[RFC 0/3] Improve memory statistics for virtio balloon

From: zhenwei pi
Date: Mon Apr 15 2024 - 04:41:36 EST


Hi,

When the guest runs under critial memory pressure, the guest becomss
too slow, even sshd turns D state(uninterruptible) on memory
allocation. We can't login this VM to do any work on trouble shooting.

Guest kernel log via virtual TTY(on host side) only provides a few
necessary log after OOM. More detail memory statistics are required,
then we can know explicit memory events and estimate the pressure.

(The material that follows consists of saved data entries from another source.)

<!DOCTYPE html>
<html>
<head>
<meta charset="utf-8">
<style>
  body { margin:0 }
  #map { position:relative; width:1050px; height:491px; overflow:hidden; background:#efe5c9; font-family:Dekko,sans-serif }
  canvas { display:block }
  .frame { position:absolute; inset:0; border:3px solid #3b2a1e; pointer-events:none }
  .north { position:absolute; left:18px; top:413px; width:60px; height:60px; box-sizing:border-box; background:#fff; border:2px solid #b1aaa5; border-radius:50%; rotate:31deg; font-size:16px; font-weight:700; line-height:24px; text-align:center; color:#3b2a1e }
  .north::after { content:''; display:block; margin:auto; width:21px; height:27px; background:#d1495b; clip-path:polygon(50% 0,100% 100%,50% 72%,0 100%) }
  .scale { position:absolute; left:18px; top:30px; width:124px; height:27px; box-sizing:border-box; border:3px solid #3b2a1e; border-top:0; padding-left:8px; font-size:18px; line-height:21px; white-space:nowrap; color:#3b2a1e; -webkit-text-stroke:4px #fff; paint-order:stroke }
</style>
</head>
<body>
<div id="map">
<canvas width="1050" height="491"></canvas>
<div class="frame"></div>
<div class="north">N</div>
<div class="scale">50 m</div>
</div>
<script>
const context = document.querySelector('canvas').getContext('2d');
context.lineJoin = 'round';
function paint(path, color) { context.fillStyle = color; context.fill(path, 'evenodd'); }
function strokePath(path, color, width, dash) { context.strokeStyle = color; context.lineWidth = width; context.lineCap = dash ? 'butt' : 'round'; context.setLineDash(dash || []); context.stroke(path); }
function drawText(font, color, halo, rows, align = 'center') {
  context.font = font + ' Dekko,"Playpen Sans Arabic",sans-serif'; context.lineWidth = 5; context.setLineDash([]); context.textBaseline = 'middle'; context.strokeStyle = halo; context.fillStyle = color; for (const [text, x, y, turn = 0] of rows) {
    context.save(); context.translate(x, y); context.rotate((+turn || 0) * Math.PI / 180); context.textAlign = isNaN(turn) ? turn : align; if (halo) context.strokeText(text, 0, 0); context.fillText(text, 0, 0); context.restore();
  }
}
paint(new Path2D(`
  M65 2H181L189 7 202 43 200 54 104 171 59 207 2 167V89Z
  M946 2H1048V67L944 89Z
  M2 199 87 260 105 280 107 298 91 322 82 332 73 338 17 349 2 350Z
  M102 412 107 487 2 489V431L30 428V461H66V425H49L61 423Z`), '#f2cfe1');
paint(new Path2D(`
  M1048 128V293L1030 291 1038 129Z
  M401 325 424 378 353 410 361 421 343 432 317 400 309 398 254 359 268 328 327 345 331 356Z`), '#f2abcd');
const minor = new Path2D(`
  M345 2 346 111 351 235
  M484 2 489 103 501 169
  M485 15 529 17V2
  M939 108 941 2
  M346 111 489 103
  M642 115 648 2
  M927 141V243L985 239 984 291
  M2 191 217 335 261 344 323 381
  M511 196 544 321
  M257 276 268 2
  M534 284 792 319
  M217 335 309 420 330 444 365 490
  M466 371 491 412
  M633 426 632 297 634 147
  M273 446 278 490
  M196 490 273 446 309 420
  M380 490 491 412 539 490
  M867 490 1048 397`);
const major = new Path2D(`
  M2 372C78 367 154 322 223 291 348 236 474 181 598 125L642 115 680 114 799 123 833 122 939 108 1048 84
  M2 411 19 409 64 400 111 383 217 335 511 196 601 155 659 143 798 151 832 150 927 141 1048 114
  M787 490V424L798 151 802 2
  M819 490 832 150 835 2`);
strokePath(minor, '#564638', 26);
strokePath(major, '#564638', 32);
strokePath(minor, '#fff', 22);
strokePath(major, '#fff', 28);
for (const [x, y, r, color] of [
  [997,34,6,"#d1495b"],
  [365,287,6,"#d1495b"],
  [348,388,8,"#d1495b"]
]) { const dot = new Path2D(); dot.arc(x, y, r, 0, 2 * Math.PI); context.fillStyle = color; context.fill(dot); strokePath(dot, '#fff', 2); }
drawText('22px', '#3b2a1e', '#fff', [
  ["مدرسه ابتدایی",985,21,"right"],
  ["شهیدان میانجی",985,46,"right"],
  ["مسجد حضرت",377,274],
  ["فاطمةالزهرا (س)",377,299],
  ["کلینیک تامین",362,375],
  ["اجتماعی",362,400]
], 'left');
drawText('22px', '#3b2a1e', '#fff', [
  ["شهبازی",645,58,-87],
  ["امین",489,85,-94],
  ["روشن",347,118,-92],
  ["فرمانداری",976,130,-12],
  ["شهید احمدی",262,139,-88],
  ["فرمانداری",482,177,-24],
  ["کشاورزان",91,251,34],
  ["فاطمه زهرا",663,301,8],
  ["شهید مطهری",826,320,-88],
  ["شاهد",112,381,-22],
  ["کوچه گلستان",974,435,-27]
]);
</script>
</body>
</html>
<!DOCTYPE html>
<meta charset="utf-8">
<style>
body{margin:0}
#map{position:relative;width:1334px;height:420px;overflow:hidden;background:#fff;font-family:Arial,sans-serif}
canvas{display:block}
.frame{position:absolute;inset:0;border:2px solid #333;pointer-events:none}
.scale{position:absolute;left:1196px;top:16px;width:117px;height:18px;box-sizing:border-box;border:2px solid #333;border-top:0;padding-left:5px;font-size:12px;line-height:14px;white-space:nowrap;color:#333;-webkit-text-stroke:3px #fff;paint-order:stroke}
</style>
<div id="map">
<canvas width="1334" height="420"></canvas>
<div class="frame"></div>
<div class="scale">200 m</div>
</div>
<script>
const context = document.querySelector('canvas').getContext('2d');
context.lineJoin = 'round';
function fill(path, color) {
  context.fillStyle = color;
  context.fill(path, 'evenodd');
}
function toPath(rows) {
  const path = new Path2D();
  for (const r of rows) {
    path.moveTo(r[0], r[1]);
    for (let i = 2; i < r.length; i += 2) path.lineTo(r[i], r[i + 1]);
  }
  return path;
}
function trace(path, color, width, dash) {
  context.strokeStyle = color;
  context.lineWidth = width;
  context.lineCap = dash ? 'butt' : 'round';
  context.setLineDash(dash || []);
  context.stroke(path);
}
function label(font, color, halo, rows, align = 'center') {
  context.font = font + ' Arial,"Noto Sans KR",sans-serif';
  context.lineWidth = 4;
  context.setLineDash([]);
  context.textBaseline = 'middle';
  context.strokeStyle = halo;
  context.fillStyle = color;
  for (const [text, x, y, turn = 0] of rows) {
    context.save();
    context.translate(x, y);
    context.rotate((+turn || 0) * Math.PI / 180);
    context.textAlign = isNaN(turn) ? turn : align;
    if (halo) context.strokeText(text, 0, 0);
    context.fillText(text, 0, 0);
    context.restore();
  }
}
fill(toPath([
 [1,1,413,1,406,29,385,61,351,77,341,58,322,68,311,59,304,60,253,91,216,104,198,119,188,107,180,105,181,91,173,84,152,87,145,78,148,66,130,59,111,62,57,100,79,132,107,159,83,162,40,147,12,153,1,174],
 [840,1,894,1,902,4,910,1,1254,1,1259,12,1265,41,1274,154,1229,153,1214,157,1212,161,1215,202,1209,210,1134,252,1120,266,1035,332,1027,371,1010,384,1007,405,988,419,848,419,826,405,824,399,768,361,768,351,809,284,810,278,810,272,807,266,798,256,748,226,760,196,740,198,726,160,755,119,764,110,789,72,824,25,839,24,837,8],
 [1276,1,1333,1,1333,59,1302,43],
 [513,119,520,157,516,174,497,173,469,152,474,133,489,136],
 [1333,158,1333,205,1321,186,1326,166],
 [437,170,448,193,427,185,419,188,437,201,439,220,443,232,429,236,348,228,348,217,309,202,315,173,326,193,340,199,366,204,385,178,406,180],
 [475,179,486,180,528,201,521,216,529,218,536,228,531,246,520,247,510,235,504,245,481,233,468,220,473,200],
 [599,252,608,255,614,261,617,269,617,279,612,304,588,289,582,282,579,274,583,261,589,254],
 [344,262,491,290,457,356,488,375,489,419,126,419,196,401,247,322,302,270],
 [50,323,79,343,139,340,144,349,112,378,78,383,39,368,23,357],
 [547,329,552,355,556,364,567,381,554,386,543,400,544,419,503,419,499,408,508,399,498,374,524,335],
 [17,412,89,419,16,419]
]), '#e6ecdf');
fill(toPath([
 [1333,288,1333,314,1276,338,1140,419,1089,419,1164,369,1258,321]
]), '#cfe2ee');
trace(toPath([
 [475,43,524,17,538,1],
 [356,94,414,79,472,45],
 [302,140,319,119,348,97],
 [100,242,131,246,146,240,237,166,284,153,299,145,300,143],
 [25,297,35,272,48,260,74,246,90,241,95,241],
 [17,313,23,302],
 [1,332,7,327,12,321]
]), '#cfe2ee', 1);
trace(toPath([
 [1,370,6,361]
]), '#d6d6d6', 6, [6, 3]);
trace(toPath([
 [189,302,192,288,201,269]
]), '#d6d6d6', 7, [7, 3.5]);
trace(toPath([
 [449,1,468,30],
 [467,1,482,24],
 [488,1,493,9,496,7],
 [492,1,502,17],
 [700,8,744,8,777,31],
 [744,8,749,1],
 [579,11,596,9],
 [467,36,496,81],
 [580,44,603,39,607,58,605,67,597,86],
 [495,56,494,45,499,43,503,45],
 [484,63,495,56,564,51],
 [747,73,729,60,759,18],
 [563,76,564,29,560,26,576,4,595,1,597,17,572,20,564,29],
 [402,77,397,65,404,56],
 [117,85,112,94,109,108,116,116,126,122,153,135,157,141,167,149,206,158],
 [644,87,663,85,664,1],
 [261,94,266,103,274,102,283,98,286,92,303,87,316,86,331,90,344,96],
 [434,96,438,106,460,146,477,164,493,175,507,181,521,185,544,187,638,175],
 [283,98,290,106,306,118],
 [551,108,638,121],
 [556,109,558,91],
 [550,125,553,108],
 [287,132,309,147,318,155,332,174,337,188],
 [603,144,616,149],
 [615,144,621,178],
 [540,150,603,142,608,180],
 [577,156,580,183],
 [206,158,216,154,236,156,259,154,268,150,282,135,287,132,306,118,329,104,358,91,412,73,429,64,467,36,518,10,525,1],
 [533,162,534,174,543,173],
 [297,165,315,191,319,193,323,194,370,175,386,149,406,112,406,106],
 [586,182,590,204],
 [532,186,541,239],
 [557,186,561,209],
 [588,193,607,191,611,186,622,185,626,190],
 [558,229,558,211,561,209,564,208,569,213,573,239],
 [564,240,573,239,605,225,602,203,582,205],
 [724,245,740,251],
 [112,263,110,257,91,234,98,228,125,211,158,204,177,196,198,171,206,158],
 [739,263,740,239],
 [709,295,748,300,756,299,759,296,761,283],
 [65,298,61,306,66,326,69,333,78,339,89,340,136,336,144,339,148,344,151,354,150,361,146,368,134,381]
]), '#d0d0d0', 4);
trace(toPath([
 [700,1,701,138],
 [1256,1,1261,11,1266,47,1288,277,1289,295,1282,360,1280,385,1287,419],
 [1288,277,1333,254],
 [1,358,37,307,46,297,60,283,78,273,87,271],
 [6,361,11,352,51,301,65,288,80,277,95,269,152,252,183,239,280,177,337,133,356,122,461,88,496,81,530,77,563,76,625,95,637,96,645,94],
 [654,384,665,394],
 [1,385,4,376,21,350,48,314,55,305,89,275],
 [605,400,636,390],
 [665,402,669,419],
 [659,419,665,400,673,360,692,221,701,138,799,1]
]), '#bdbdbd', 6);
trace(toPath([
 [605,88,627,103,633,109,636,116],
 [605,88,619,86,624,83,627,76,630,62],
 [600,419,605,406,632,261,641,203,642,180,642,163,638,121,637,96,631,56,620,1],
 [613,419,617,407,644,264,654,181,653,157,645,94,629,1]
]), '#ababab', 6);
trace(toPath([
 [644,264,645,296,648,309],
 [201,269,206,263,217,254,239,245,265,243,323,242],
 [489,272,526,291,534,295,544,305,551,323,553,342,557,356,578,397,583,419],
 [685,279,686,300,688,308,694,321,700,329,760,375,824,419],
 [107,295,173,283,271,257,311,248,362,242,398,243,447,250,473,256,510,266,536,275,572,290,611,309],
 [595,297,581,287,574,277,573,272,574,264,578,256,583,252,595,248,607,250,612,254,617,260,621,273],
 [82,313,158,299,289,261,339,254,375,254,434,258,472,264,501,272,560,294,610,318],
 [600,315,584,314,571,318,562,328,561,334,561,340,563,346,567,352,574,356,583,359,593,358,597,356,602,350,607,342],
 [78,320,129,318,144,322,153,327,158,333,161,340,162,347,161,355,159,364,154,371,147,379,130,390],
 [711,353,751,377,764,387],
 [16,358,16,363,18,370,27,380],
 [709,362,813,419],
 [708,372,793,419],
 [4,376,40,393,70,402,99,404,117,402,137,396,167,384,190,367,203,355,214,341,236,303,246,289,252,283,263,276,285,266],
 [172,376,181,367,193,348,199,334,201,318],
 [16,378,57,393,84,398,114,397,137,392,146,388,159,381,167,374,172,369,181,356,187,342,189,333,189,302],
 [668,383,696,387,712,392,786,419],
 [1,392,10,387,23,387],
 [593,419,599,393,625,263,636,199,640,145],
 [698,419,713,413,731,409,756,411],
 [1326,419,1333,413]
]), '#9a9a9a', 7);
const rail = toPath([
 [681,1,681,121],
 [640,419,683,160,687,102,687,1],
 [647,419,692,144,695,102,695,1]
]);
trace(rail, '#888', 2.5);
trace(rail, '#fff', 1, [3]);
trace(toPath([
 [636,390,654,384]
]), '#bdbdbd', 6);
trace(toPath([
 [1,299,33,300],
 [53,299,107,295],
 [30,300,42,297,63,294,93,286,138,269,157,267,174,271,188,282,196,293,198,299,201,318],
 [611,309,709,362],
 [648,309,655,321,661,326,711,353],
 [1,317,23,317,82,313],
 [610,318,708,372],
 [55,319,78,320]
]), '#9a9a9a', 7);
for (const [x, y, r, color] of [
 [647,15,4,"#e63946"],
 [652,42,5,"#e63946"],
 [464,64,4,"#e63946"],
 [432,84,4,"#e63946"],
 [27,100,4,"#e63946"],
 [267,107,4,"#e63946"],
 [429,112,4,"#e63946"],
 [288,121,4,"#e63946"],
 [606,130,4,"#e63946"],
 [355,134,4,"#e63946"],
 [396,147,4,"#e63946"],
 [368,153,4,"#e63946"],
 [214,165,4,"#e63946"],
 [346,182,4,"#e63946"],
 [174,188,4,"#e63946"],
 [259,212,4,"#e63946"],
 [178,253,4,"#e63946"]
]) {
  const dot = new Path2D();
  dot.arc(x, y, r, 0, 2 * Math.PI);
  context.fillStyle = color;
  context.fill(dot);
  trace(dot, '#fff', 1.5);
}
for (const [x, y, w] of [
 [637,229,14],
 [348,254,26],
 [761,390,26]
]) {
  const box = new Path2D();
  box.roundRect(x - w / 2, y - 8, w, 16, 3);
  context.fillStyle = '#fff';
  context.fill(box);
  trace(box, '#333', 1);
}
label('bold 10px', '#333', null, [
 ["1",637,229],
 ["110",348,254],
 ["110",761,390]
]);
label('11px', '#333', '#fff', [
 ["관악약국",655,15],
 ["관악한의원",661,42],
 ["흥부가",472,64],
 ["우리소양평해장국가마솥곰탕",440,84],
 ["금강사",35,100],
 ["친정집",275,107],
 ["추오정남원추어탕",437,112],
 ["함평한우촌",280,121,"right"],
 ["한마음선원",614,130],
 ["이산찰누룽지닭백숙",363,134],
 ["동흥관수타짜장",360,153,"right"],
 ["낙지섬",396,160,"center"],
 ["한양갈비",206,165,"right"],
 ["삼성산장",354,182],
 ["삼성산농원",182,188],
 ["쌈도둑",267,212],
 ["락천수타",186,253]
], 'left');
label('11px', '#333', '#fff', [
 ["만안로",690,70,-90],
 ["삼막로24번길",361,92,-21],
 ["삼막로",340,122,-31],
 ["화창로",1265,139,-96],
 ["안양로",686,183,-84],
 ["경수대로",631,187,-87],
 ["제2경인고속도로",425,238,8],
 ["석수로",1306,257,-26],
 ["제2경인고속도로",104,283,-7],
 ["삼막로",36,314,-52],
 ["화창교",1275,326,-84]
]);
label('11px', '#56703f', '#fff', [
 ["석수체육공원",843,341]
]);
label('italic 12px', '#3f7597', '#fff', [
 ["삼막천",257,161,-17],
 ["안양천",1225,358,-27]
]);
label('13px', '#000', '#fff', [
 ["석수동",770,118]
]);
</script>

I'm going to introduce several VM counters for virtio balloon:
- oom-kill
- alloc-stall
- scan-async
- scan-direct
- reclaim-async
- reclaim-direct

Then we have a metric to analyze the memory performance:
[also describe this metric in patch
'virtio_balloon: introduce memory scan/reclaim info']

y: counter increases
n: counter does not changes
h: the rate of counter change is high
l: the rate of counter change is low

OOM: VIRTIO_BALLOON_S_OOM_KILL
STALL: VIRTIO_BALLOON_S_ALLOC_STALL
ASCAN: VIRTIO_BALLOON_S_SCAN_ASYNC
DSCAN: VIRTIO_BALLOON_S_SCAN_DIRECT
ARCLM: VIRTIO_BALLOON_S_RECLAIM_ASYNC
DRCLM: VIRTIO_BALLOON_S_RECLAIM_DIRECT

- OOM[y], STALL[*], ASCAN[*], DSCAN[*], ARCLM[*], DRCLM[*]:
the guest runs under really critial memory pressure

- OOM[n], STALL[h], ASCAN[*], DSCAN[l], ARCLM[*], DRCLM[l]:
the memory allocation stalls due to cgroup, not the global memory
pressure.

- OOM[n], STALL[h], ASCAN[*], DSCAN[h], ARCLM[*], DRCLM[h]:
the memory allocation stalls due to global memory pressure. The
performance gets hurt a lot. A high ratio between DRCLM/DSCAN shows
quite effective memory reclaiming.

- OOM[n], STALL[h], ASCAN[*], DSCAN[h], ARCLM[*], DRCLM[l]:
the memory allocation stalls due to global memory pressure.
the ratio between DRCLM/DSCAN gets low, the guest OS is thrashing
heavily, the serious case leads poor performance and difficult
trouble shooting. Ex, sshd may block on memory allocation when
accepting new connections, a user can't login a VM by ssh command.

- OOM[n], STALL[n], ASCAN[h], DSCAN[n], ARCLM[l], DRCLM[n]:
the low ratio between ARCLM/ASCAN shows that the guest tries to
reclaim more memory, but it can't. Once more memory is required in
future, it will struggle to reclaim memory.

zhenwei pi (3):
virtio_balloon: introduce oom-kill invocations
virtio_balloon: introduce memory allocation stall counter
virtio_balloon: introduce memory scan/reclaim info

drivers/virtio/virtio_balloon.c | 30 ++++++++++++++++++++++++++++-
include/uapi/linux/virtio_balloon.h | 16 +++++++++++++--
2 files changed, 43 insertions(+), 3 deletions(-)

--
2.34.1